(Collected data entries)
^^^^^^^^^^^^^^^^

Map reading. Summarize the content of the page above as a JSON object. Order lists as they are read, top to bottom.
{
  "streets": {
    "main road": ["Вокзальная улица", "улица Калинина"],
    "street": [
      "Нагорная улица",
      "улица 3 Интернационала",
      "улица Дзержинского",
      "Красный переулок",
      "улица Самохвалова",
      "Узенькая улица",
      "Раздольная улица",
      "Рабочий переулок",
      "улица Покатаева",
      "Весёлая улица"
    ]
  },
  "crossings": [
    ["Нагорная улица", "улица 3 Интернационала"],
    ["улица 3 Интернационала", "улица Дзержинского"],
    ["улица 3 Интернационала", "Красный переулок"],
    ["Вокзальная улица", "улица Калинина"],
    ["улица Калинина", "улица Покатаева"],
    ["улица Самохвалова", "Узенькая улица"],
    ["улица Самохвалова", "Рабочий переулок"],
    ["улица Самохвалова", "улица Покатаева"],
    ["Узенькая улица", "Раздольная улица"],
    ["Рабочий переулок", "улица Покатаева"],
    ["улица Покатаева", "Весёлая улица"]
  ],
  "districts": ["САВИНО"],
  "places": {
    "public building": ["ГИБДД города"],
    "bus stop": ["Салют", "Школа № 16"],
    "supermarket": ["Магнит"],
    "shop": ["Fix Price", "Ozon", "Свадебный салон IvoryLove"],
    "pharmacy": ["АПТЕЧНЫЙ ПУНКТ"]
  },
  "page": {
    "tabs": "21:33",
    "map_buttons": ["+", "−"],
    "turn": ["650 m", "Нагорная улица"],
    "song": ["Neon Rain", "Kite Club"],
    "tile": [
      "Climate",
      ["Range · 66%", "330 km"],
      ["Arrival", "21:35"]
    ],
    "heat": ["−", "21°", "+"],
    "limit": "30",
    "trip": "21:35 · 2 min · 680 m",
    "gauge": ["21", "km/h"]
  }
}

^^^^^^^^^^^^^^^^

• **Exercise prompt**
Set down every entry exactly as it appears.

• **Written solution**
Map reading. Summarize the content of the page above as a JSON object. Order lists as they are read, top to bottom.
{
  "streets": {
    "main road": ["Вокзальная улица", "улица Калинина"],
    "street": [
      "Нагорная улица",
      "улица 3 Интернационала",
      "улица Дзержинского",
      "Красный переулок",
      "улица Самохвалова",
      "Узенькая улица",
      "Раздольная улица",
      "Рабочий переулок",
      "улица Покатаева",
      "Весёлая улица"
    ]
  },
  "crossings": [
    ["Нагорная улица", "улица 3 Интернационала"],
    ["улица 3 Интернационала", "улица Дзержинского"],
    ["улица 3 Интернационала", "Красный переулок"],
    ["Вокзальная улица", "улица Калинина"],
    ["улица Калинина", "улица Покатаева"],
    ["улица Самохвалова", "Узенькая улица"],
    ["улица Самохвалова", "Рабочий переулок"],
    ["улица Самохвалова", "улица Покатаева"],
    ["Узенькая улица", "Раздольная улица"],
    ["Рабочий переулок", "улица Покатаева"],
    ["улица Покатаева", "Весёлая улица"]
  ],
  "districts": ["САВИНО"],
  "places": {
    "public building": ["ГИБДД города"],
    "bus stop": ["Салют", "Школа № 16"],
    "supermarket": ["Магнит"],
    "shop": ["Fix Price", "Ozon", "Свадебный салон IvoryLove"],
    "pharmacy": ["АПТЕЧНЫЙ ПУНКТ"]
  },
  "page": {
    "tabs": "21:33",
    "map_buttons": ["+", "−"],
    "turn": ["650 m", "Нагорная улица"],
    "song": ["Neon Rain", "Kite Club"],
    "tile": [
      "Climate",
      ["Range · 66%", "330 km"],
      ["Arrival", "21:35"]
    ],
    "heat": ["−", "21°", "+"],
    "limit": "30",
    "trip": "21:35 · 2 min · 680 m",
    "gauge": ["21", "km/h"]
  }
}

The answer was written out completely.